La Cour a entendu en leurs déclarations M. Loucaides, Me  Lollichon et M. Nedelec.
EN FAIT
I. Les circonstances de l'espèce
A. Genèse de l'affaire
7.  L'affaire porte sur le contentieux découlant des successions de Mary-Ann Higgins et de son époux Charles Brown-Petersen, décédés respectivement les 22 février 1961 et 13 mars 1962. Les requérants, héritiers et légataires des de cujus, sont tous des citoyens français. La liste de leurs noms s'établit comme suit :
1) Mme Denise Higgins-Brown Petersen, née le 7 octobre 1926 ;
2) M. Charles Higgins, né le 4 mars 1924 ;
3) Mme Louise Higgins, épouse Petre, née le 6 mai 1917 ;
4) Mme Alice Higgins, née le 9 juin 1921 ;
5) M. Steve Juventin, né le 4 octobre 1951 ;
6) M. Robert Brown, né le 27 novembre 1929 ;
7) M. Jean-Pierre Constant, né le 1er novembre 1938 ;
8) Mme Hilda Walker, veuve Hugon, née le 20 novembre 1928 ;
9) Mme Marjorie Walker, épouse Tetuaetara, née le 7 novembre 1930 ;
10-15) M. Sunny Walker, né le 18 mai 1955, agissant en son nom personnel à titre d'héritier de M. Clet Walker, décédé, et en qualité de représentant des autres héritiers de ce dernier, à savoir :
– Mme Lydie Walker, épouse Teauroa, née le 25 juillet 1953 ;
– M. Rommel Walker, né le 12 octobre 1956 ;
– M. Rodrigue Walker, né le 19 avril 1959 ;
– M. Mateau Walker, né le 17 décembre 1960 ;
– M. Dayf Agodor, né le 28 février 1971 ;
16) M. Francis Walker, né le 4 octobre 1936 ;
17) M. Johnnie Walker, né le 24 janvier 1938 ;
18) M. Alphonse Walker, né le 6 octobre 1942 ;
19) M. Ernest Walker, né le 4 février 1944 ;
20) M. Lionel Sanne, né le 3 mars 1936 ;
21) Mme Madeleine Sanne, veuve Lerebours, née le 19 mars 1938 ;
22) Mlle Monette Sanne, née le 4 septembre 1940 ;
23) Mme Mauriroroarii Tuahiva, épouse Huaatua, née le 19 mars 1926.

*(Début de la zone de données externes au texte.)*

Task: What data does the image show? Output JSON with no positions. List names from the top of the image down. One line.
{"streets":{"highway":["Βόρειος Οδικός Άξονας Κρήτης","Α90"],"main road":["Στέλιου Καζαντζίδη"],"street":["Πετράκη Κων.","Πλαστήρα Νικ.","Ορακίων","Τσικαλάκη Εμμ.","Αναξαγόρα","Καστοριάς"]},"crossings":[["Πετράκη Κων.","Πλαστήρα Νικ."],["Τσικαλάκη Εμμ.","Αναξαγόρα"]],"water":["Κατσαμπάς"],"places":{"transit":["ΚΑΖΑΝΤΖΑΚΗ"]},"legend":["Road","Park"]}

8.  Dans le cadre de ce contentieux successoral complexe, les requérants étaient parties à trois procédures les opposant à un certain nombre de défendeurs, dont Me L., notaire à Papeete (Polynésie française). Il s'agissait :
– d'une action en délivrance de legs ;
– d'une requête civile en tierce opposition contre un arrêt de la cour d'appel de Papeete du 10 septembre 1964 rejetant la demande en annulation du testament du 19 décembre 1961 souscrit par Charles Brown-Petersen ;
– d'une demande en annulation, pour fraude, de l'apport d'un ensemble immobilier, appelé « bloc Vaima », à la société Brown Building Corporation (« BBC ») et en paiement des loyers et autres revenus perçus sur ledit immeuble depuis 1961.
9.  Dans cette dernière procédure, seule en cause, le tribunal civil de première instance de Papeete, par un jugement du 16 décembre 1988, fit droit aux prétentions des requérants. Il ordonna la mise sous séquestre des loyers et considéra entaché de cause illicite l'acte constitutif de la BBC. Il constata que les consorts Higgins étaient fondés sur le principe à en demander la nullité mais sursit à statuer sur ce point jusqu'au prononcé de l'arrêt de la cour d'appel à intervenir sur la délivrance de legs. Le 4 janvier 1989, la BBC attaqua le jugement devant la cour d'appel de Papeete (paragraphe 17 ci-dessous).
10.  Parallèlement à ce recours, les requérants présentèrent une requête en suspicion légitime. 
B.  Les requêtes en suspicion légitime
11.  Par une requête enregistrée le 1er juin 1989 (n° T-89-15.690), les requérants sollicitèrent auprès de la deuxième chambre civile de la Cour de cassation le renvoi pour suspicion légitime de l'instance engagée contre la BBC devant une autre juridiction que la cour d'appel de Papeete. Par ailleurs, ils prièrent cette dernière de surseoir à statuer jusqu'à ce que la Cour de cassation se soit prononcée (paragraphe 17 ci-dessous).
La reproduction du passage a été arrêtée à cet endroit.